- [Data supplied]:
%%
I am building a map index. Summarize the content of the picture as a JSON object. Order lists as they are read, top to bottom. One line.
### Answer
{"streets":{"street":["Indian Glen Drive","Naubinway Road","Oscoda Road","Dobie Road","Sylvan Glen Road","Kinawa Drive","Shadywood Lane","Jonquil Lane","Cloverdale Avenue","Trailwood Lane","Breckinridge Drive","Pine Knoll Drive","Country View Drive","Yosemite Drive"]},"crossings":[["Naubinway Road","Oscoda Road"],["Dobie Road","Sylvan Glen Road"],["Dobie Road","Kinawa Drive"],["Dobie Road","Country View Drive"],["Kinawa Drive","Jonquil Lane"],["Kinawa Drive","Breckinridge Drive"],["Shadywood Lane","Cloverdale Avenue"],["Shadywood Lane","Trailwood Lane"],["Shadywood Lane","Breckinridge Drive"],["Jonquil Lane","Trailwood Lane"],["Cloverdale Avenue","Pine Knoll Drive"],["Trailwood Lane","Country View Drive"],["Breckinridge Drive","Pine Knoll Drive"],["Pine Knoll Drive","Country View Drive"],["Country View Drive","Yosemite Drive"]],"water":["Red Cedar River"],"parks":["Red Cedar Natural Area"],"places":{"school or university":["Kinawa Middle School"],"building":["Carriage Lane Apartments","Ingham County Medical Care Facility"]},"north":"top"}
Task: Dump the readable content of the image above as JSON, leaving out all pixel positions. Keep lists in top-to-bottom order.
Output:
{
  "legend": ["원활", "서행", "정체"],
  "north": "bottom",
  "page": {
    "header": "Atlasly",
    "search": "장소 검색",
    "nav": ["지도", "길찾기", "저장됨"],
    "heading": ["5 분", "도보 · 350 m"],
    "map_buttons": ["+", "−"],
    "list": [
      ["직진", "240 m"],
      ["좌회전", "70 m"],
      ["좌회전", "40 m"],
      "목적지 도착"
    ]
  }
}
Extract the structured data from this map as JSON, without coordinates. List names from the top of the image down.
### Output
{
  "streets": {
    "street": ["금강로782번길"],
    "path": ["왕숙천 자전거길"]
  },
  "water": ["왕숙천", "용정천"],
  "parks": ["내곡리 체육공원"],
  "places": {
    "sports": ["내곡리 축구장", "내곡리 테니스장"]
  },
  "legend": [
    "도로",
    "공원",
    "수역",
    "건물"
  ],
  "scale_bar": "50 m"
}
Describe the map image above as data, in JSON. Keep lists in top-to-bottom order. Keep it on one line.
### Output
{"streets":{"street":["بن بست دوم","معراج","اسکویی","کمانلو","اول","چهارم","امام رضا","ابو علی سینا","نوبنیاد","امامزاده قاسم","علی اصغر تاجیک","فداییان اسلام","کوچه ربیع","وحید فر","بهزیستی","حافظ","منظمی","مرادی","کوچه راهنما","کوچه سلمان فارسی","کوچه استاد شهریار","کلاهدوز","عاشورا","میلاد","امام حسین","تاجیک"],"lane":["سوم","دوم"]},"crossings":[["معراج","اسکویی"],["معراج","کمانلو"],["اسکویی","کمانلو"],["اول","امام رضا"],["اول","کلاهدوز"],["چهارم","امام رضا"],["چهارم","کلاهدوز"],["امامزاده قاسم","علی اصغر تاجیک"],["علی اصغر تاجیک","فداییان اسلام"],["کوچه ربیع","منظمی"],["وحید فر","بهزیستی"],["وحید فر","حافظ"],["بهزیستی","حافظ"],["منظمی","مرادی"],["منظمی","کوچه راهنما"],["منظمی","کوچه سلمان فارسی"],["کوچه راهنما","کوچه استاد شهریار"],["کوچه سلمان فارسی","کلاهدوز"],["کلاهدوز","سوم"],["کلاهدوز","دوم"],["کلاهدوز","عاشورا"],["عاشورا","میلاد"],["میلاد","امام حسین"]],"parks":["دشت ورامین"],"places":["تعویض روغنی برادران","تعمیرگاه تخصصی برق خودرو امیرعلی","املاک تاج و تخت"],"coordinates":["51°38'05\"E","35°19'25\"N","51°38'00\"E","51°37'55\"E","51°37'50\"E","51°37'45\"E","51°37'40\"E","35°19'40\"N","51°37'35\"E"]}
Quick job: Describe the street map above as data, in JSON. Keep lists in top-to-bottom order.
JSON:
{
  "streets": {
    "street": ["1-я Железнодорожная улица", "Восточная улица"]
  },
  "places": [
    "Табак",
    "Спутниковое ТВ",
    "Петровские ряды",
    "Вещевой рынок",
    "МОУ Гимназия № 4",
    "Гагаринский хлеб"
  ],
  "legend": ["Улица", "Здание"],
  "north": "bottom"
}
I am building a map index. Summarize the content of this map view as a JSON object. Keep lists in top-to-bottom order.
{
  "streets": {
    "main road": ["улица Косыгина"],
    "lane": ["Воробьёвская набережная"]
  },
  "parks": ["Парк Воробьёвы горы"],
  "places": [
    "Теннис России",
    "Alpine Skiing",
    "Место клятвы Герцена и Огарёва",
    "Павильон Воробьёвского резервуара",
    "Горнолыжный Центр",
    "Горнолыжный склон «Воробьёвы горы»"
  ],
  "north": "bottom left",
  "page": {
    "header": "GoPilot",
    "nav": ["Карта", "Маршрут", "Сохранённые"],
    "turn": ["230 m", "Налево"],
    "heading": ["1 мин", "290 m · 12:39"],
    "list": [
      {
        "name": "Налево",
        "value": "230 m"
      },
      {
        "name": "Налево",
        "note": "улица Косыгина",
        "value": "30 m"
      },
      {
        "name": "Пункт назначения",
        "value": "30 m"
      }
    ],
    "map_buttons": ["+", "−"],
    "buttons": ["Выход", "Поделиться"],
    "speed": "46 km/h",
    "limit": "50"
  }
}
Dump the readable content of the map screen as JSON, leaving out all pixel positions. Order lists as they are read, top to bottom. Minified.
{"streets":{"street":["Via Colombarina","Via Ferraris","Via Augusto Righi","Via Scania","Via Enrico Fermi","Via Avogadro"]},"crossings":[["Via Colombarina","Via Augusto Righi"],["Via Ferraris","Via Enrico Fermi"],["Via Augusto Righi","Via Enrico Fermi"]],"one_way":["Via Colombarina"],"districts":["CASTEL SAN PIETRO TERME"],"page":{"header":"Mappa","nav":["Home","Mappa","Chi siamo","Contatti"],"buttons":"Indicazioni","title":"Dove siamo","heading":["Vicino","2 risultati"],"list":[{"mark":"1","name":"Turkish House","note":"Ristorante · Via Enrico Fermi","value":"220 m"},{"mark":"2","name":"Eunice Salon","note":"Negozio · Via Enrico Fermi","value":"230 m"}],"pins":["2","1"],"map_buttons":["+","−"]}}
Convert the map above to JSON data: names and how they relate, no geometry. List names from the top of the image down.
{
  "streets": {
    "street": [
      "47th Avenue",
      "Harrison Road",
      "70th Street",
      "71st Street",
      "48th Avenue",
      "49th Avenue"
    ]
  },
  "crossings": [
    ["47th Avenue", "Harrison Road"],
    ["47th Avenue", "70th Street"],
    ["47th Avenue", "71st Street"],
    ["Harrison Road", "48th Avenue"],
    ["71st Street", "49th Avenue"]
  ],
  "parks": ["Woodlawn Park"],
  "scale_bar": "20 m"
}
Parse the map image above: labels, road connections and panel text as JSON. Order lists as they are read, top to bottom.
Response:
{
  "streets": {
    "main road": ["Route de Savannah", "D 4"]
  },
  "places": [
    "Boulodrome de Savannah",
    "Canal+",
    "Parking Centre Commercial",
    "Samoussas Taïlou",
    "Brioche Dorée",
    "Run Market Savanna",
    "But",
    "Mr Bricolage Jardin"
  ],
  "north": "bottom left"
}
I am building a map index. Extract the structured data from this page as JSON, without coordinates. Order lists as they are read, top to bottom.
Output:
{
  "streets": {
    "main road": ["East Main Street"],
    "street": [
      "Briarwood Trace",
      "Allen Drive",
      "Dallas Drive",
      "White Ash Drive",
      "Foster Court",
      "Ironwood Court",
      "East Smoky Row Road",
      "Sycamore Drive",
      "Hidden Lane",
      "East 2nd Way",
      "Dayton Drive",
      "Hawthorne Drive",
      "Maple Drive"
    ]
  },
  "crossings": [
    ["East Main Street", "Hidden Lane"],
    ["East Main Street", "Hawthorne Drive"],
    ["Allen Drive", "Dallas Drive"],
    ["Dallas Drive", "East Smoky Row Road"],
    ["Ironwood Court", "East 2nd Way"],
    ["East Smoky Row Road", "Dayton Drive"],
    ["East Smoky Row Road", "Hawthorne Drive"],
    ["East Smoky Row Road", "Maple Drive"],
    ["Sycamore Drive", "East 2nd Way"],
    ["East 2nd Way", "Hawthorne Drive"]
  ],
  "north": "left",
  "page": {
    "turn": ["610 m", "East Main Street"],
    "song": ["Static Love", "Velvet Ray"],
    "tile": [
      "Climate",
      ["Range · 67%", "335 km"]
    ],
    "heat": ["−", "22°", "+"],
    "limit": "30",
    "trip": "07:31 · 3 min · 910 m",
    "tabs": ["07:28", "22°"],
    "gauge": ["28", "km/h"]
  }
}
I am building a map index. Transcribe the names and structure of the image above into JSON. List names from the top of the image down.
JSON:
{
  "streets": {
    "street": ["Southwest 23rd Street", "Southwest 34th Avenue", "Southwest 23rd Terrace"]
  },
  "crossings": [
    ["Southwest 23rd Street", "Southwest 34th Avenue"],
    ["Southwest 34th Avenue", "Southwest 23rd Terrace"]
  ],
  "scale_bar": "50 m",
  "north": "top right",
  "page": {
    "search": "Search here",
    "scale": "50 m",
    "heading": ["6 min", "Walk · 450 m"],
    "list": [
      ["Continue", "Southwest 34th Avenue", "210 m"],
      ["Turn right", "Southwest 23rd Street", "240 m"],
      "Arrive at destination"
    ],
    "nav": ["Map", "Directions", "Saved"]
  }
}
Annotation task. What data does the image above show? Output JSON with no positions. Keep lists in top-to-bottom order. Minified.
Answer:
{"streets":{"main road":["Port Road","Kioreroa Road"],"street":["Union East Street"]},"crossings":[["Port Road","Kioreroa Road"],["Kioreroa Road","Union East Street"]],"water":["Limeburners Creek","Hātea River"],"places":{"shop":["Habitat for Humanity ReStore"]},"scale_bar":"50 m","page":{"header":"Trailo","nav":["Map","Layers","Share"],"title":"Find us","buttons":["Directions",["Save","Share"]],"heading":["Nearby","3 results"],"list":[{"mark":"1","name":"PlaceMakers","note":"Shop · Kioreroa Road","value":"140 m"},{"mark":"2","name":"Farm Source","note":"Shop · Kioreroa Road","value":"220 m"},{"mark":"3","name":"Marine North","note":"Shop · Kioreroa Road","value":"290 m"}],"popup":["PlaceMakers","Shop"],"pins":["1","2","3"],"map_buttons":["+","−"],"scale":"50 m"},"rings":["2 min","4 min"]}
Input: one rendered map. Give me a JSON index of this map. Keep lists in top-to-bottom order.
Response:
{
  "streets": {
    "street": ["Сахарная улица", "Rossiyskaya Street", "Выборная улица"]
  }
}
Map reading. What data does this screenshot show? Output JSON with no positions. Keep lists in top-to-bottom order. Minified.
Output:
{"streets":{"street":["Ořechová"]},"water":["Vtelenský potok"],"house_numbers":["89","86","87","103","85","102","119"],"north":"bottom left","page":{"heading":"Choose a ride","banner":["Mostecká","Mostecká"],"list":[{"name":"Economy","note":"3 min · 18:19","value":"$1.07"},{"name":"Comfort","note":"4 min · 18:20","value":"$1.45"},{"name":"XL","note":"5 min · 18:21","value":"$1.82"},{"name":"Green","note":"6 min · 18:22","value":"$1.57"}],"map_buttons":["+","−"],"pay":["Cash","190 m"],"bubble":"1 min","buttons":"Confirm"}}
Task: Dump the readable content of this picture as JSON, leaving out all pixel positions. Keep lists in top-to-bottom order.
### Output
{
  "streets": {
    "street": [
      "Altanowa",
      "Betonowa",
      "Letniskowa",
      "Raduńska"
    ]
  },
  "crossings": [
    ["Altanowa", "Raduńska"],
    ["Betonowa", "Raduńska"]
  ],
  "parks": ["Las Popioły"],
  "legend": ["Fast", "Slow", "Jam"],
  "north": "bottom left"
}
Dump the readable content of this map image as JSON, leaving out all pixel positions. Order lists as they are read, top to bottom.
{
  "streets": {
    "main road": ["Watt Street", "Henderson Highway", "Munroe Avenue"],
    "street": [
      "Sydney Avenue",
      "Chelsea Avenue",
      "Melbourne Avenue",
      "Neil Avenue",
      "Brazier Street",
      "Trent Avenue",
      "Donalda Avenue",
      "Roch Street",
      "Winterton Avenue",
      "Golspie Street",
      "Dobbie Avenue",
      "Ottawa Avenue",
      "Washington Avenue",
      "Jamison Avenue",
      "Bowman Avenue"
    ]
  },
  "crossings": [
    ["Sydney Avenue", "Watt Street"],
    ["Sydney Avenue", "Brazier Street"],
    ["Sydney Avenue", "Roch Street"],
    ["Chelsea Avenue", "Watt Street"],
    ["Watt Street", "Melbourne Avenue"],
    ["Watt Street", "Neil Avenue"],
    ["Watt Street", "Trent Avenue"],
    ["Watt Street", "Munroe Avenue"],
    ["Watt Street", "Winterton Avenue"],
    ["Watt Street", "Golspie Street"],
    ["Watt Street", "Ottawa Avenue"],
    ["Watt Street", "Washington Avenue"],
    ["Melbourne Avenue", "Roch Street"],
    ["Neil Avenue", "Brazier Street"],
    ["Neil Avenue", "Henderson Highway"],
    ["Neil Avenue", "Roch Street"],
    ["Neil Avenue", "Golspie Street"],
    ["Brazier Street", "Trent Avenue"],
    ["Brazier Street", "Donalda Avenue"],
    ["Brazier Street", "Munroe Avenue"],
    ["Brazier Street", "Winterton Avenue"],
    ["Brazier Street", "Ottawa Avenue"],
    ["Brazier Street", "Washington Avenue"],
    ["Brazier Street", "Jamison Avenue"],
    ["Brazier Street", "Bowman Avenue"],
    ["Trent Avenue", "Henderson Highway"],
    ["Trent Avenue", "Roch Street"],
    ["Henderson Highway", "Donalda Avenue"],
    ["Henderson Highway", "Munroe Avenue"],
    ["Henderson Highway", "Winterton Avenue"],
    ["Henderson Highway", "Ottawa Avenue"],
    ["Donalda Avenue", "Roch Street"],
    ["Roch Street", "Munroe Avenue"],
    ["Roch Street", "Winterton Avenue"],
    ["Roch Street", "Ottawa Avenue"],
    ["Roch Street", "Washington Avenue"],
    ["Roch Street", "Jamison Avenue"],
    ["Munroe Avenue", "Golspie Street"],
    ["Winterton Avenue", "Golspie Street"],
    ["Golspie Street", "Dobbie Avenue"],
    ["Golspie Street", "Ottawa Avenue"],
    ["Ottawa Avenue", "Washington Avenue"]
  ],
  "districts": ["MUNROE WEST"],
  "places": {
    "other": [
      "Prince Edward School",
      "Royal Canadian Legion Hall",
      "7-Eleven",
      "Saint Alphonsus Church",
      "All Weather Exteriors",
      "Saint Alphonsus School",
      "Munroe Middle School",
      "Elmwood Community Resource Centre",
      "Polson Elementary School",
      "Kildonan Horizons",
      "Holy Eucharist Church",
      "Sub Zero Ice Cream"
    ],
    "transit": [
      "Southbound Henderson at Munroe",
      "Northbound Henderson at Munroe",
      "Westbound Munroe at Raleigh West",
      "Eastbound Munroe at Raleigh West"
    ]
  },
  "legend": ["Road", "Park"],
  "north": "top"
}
%%
- [Problem]: Your reply should be a single number: the count of lines above that include the string "What".

- [Expected output]: 2